Knowledgebase

How to Load Test a RESTful API with Load Impact version 4.0 and k6


Background

This guide will demonstrate how to utilize k6 to test your API endpoints. But first, let’s consider some possible reasons why we’d want to do that:

  1. To ascertain that all our API endpoints produce correct results.
  2. To have a feel for the experience that the consumers of our API are having.
  3. To gauge the limits and capabilities of our API, and by extension, our infrastructure at large.
  4. To enable Continuous Integration and automation practices that will allow to establish a baseline for comparing our API performance over time.
  5. To move towards Continuous Delivery and Canary Deployment processes.

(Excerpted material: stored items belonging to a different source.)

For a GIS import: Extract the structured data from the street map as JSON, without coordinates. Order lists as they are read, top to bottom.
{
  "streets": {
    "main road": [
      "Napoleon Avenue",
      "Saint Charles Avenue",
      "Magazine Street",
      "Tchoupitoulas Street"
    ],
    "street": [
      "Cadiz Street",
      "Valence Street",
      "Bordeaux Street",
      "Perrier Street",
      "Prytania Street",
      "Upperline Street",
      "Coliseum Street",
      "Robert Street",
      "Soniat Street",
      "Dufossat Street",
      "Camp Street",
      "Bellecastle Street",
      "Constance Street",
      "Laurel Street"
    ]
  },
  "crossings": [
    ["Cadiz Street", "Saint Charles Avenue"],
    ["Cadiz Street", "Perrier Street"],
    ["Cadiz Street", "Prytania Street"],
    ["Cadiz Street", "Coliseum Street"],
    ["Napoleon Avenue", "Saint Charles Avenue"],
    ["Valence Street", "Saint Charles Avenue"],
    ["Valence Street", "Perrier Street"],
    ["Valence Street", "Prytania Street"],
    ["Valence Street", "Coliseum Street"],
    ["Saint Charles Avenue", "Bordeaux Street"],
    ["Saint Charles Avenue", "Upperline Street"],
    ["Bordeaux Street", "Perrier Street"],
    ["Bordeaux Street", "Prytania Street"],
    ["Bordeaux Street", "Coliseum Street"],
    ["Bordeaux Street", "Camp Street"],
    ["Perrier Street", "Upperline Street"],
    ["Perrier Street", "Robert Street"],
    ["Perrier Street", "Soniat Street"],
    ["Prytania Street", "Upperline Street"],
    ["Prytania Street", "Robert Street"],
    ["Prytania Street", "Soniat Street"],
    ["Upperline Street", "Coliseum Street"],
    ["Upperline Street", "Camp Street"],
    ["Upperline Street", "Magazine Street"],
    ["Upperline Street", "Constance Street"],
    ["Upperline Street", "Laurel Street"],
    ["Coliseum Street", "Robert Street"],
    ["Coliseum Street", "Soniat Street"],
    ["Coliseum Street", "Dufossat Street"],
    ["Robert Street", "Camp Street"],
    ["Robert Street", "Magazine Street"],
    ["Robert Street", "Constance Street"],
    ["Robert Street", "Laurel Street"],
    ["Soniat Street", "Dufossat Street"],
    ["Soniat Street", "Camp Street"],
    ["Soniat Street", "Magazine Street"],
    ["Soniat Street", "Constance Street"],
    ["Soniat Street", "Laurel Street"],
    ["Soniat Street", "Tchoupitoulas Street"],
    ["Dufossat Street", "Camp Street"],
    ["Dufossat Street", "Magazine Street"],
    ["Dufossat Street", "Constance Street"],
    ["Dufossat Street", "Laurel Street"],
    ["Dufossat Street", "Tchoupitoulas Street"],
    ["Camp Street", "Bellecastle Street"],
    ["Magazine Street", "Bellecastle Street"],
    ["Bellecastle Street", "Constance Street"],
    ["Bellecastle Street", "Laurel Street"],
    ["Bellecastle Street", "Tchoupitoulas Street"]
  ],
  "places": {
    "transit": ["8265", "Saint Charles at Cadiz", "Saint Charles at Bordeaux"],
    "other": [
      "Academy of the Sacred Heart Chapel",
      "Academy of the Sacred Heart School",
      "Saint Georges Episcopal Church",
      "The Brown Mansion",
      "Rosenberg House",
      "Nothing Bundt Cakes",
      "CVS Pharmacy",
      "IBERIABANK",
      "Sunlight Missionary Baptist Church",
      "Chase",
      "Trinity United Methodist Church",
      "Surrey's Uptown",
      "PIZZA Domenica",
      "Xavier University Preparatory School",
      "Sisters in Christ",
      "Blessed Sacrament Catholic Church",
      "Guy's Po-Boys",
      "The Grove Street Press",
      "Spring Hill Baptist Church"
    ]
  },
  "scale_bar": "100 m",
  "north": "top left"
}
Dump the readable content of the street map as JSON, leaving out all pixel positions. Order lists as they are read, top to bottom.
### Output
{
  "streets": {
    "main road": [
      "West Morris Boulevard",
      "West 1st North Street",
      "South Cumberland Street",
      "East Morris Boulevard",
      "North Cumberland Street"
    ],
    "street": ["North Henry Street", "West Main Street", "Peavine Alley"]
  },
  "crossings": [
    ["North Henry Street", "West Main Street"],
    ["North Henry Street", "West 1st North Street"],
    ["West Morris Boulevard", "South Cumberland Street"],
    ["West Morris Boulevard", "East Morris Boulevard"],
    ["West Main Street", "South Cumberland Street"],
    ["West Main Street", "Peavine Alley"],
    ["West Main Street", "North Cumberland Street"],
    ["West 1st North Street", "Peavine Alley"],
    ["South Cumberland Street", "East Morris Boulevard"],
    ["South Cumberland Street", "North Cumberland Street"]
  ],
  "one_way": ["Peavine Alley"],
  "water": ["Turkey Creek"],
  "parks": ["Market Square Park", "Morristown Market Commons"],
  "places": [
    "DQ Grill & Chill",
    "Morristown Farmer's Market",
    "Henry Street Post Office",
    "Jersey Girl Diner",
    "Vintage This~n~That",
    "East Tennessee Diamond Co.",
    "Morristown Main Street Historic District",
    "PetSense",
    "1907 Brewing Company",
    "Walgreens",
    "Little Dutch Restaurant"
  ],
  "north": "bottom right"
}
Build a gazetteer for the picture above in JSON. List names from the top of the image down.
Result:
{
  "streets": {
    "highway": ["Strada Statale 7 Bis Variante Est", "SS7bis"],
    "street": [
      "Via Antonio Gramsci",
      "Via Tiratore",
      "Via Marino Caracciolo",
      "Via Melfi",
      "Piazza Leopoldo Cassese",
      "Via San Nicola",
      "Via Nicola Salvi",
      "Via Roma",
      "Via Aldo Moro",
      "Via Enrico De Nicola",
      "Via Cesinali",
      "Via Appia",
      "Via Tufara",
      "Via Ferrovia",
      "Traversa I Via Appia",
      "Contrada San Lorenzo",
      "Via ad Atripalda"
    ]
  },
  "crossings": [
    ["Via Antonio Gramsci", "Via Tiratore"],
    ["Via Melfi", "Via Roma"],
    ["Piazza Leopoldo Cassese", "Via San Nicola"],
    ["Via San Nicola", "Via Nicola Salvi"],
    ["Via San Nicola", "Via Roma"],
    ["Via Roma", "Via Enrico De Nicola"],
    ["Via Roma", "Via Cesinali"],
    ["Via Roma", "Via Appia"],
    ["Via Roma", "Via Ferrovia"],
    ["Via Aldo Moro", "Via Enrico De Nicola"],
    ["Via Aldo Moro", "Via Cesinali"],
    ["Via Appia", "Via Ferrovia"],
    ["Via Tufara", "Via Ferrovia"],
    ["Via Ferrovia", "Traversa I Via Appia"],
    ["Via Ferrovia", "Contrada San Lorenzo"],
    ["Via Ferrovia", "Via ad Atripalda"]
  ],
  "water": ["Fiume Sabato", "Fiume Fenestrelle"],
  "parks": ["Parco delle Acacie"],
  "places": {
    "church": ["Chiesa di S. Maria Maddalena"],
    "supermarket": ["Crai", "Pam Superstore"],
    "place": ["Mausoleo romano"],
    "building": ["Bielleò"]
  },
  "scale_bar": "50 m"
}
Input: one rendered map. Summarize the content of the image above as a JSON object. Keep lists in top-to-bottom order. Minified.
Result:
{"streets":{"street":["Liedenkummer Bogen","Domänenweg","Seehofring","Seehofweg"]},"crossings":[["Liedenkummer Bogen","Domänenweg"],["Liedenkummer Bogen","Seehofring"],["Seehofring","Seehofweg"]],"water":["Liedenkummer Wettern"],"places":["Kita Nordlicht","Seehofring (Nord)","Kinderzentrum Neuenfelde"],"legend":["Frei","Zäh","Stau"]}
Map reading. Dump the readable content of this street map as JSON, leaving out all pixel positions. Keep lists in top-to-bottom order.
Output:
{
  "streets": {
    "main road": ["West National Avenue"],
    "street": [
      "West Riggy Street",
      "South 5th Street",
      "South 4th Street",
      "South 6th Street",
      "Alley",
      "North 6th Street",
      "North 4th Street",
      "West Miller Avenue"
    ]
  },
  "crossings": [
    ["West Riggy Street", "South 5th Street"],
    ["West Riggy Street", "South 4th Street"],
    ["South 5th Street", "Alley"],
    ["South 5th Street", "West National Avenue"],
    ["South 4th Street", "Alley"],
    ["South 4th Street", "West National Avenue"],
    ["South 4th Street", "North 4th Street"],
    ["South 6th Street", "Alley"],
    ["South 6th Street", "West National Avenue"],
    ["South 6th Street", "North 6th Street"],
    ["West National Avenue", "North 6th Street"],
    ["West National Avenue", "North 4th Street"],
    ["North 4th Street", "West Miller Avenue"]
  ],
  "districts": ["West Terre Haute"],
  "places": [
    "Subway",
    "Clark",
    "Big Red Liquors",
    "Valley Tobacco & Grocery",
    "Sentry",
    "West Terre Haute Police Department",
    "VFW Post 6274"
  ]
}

Note: This guide assumes that k6 is already installed and ready for use. If not, we advise you to first read this article and this article. Both of these articles cover various concepts that we will be mentioned below.

Assumptions, first steps, and caveats

For this guide, the target system (with the API) will run locally in a modest and very restricted environment. The various parameters and result values are going to be significantly lower than those one would anticipate from a real, production-like, environment. To maintain focus on creating test cases for APIs, we will not be outputting our results to Insights nor will be executing on the Load Impact Cloud infrastructure. For the purposes of this guide, this will work fine. The general steps will remain the same. As you start testing production-like environments, you will likely need to make use of the data analysis provided by Insights and cloud execution on the Load Impact infrastructure.

Our stack consists of Django and Django Rest Framework and a PostgreSQL 9.6 database. To avoid skewing our results, there is no caching involved whatsoever. Our test system requires Token-based authentication, so we’ll assume we have already equipped ourselves with a valid token.

Important concept: A RESTful API service has numerous endpoints. These endpoints should each be tested in isolation. The performance characteristic of each endpoint should have not lead to any assumptions about other endpoint. This simple fact leads to the realization that every individual endpoint should be tested with different assumptions, metrics, and thresholds. After testing various endpoints in isolation, you may start to move towards a testing the emulates user behavior or requesting the endpoints in a logical order. Starting with individual endpoints is a smart way to begin your testing.

Load Testing

With the above in mind, we’ll start load testing the endpoint v3/users of our API.

This endpoint returns a JSON list representing an entity we call User. As a first step, we are going to perform some ad-hoc load tests to get a “feel” of this endpoint. We do this in order to discern some realistic performance thresholds that it could possibly reach. Most people would refer to this as baseline or smoke testing.

Performing GET requests

We first need to create a script. In this example, it is a file named script.js. Then, we add the following JavaScript code.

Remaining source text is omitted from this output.